Reborn oil and gas engineering and construction firm Kvaerner has announced plans to invest £26million in its Norwegian Stord yard as it looks to stay ahead in an increasingly busy market in the region.
The firm said the cash will pay for increased lifting and trailing capacity at Stord, including installing a rebuilt Goliath gantry crane ex UK.
This will increase handling capacity from 350 tonnes to 800 tonnes and enable Kvaerner to carry out two topside projects in parallel, compared to one at present, according to Lars Eide, a VP at Kvaerner.
Work will start in summer and its first jobs will include heavy lifts of Lundin’s 21,000-tonne Edvard Grieg topsides at the start of 2014, for which Kvaerner secured a letter of intent for engineering, procurement and construction estimated to be worth £860million last month.
The cash will also be spent on multi-wheel trailers for transport of heavier sections, civil works for the crane rail tracks and extension of the pier, office and wardrobe upgrading, as well as dismantling and disposal of the existing crane.
According to Kvaerner, which was demerged from Aker Solutions last year, “the market shows a large number of new projects on the Norwegian Continental Shelf, both onshore and offshore, in the period 2012-2020. However, the company noted that this market is increasingly competitive with major international competitors trying to capture a position in the North Sea.

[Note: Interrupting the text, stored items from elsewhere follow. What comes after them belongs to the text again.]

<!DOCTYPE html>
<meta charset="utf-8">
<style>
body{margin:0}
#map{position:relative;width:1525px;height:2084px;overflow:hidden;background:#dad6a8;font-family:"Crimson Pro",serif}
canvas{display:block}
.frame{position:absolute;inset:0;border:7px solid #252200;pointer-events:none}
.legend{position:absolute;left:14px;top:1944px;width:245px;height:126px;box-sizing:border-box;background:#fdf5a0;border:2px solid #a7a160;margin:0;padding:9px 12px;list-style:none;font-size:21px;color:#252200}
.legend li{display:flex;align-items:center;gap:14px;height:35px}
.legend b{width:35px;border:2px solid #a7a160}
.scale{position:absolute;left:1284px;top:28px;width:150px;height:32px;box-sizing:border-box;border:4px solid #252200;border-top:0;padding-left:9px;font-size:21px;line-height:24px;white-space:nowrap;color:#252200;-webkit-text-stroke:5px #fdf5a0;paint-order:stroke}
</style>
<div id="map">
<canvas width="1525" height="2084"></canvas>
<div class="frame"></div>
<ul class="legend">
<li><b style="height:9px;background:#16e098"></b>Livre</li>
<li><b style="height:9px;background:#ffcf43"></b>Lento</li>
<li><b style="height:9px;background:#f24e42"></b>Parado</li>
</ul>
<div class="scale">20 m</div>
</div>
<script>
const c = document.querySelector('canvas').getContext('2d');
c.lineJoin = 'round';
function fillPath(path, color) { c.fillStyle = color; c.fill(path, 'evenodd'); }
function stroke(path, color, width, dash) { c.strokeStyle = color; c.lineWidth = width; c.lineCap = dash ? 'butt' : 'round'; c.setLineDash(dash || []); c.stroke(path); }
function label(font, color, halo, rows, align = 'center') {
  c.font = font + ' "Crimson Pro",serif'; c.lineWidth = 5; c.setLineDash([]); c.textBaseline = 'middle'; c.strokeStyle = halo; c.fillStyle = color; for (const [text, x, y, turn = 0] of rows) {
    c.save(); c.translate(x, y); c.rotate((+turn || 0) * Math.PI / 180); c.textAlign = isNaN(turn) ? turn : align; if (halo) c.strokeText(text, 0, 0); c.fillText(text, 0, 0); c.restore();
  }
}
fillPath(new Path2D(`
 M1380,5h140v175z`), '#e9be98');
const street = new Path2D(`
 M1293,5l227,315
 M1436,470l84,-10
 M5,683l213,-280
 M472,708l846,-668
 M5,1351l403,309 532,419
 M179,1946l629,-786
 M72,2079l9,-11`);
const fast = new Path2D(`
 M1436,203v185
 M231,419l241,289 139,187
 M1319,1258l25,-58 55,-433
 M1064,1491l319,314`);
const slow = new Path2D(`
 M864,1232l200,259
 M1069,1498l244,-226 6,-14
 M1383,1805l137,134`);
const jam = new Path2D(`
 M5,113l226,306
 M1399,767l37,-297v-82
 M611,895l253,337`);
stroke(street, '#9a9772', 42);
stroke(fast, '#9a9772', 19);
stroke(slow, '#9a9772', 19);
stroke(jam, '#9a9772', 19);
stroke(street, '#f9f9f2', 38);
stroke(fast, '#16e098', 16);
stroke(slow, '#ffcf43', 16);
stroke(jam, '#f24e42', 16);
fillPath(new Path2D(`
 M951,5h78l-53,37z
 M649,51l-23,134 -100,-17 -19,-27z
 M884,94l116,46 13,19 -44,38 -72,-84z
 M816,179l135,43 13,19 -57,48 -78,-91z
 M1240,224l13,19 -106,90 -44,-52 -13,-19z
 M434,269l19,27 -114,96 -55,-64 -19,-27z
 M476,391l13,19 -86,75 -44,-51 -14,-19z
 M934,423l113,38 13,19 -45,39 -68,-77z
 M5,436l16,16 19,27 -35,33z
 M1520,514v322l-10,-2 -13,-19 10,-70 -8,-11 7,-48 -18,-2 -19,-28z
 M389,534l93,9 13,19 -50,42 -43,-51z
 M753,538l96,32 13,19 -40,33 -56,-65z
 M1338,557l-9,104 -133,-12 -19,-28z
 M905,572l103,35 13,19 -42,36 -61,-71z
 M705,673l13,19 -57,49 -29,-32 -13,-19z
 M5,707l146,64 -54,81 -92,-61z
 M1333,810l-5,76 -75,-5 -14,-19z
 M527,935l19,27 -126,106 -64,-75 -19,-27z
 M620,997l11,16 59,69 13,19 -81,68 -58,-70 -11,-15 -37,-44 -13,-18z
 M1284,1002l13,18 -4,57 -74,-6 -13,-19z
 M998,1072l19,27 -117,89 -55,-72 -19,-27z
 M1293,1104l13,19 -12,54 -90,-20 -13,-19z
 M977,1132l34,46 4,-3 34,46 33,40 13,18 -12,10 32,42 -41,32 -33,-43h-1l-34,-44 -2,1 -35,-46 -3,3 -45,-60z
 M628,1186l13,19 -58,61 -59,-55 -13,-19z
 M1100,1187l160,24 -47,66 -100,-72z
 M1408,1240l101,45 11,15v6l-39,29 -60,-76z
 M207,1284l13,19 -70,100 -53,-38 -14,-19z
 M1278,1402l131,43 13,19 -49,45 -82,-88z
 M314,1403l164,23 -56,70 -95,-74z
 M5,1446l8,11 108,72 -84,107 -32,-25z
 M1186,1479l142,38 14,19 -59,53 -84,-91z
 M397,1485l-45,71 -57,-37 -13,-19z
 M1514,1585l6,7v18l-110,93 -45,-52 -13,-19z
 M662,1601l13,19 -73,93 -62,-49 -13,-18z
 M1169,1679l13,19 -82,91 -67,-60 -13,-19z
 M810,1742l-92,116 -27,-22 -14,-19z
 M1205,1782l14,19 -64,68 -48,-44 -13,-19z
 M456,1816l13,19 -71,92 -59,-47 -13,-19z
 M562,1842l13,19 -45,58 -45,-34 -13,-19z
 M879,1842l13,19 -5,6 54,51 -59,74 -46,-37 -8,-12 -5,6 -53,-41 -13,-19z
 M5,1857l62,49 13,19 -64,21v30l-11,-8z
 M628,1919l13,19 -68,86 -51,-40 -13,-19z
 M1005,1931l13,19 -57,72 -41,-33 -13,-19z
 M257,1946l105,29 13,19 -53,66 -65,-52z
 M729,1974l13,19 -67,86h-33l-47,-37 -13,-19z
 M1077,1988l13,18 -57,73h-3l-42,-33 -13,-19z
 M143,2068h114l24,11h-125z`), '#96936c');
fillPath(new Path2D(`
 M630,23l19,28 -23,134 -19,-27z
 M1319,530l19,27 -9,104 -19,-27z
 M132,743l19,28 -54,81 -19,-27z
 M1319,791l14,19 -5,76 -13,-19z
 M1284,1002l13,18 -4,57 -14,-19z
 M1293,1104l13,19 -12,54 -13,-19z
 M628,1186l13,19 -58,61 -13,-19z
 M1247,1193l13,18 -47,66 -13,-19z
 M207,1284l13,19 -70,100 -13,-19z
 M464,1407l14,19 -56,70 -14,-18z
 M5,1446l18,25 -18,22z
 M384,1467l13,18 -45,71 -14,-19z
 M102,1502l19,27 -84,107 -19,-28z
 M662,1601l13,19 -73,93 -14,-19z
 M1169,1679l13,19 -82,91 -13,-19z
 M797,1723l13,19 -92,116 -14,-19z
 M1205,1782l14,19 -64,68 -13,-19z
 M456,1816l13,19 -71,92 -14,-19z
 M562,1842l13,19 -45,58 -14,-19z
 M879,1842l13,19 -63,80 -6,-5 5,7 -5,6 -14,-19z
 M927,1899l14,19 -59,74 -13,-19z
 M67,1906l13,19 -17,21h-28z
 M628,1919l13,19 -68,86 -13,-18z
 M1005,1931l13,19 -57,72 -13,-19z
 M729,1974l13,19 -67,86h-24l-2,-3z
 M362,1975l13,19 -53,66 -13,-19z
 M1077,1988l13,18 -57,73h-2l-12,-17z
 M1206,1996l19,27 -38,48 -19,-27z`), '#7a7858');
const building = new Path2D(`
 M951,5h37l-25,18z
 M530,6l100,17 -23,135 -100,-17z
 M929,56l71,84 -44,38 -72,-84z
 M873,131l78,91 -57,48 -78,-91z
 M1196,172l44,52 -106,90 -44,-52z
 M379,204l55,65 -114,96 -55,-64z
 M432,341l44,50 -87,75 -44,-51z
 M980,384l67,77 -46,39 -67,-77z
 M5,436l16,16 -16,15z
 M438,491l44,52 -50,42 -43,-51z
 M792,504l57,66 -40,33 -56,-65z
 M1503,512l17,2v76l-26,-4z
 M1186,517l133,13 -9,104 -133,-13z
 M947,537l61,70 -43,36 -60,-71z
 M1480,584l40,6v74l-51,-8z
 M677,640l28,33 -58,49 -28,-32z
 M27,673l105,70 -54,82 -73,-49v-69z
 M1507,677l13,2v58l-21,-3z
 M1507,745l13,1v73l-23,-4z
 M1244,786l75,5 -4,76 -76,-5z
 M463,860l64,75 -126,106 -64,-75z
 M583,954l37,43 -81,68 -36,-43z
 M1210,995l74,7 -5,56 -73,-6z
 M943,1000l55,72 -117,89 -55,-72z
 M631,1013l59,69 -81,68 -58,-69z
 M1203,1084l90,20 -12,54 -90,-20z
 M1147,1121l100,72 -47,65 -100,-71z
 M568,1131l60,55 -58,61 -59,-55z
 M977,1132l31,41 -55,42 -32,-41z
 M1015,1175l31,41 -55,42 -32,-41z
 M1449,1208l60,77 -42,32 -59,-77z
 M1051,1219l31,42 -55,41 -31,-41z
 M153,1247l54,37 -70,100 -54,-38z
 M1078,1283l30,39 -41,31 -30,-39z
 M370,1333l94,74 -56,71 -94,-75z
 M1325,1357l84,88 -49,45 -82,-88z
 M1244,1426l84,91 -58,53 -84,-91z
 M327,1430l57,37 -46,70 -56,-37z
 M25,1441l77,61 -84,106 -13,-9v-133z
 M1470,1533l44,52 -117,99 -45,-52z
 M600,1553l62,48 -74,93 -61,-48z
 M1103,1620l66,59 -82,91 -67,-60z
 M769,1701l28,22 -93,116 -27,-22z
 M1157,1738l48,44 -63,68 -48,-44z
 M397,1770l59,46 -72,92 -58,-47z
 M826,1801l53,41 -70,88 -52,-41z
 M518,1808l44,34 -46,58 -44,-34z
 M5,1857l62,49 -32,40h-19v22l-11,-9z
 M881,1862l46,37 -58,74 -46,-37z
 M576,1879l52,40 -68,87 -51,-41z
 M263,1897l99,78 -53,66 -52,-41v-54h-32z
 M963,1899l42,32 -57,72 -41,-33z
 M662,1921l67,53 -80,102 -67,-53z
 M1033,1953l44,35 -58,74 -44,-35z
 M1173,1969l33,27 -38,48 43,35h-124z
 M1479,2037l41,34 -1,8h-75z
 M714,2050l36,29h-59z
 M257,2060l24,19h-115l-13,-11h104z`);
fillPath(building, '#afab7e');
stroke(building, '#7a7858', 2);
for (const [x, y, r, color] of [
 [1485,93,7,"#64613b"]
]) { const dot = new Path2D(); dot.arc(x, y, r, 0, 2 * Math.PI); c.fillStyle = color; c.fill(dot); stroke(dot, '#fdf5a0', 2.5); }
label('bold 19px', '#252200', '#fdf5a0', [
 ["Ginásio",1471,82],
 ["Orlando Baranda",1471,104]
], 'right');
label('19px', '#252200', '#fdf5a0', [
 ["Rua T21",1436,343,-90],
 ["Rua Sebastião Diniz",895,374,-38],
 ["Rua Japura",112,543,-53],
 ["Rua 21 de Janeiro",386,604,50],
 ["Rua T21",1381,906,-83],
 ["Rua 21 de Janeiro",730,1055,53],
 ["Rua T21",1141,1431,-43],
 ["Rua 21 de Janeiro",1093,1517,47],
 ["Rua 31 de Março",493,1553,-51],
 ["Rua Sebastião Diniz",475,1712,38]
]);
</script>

Eide said: “We have won some major contracts and are preparing for future growth in our home market in the years to come. To further increase our competitiveness it is essential with state of the art facilities and equipment.”
The Goliath crane, originally built in England in 1958 where it was used for the construction of the Hinkley Point nuclear power station, is being upgraded and recertified so it can be used in the assembly phase of the Eldfisk 2/7S project.
The Edvard Grieg platform will be Lundin Petroleum’s biggest ever, and its first on the NCS.
Kvearner announced “better than expected” first quarter results, but said this did “not change its previous statements concerning the high financial uncertainty for this year”.
“In our current project portfolio, only a few projects will run through 2012 with a limited contribution to the results and we might not reach the market’s expectations this year”, said Jan Arve Haugan, president and chief executive.
He added: “The market opportunities are very promising and over the last months we have secured several important contracts. Faced with fierce global competition, we are sharpening our competitive edge. Regardless, 2012 is a year of transition.”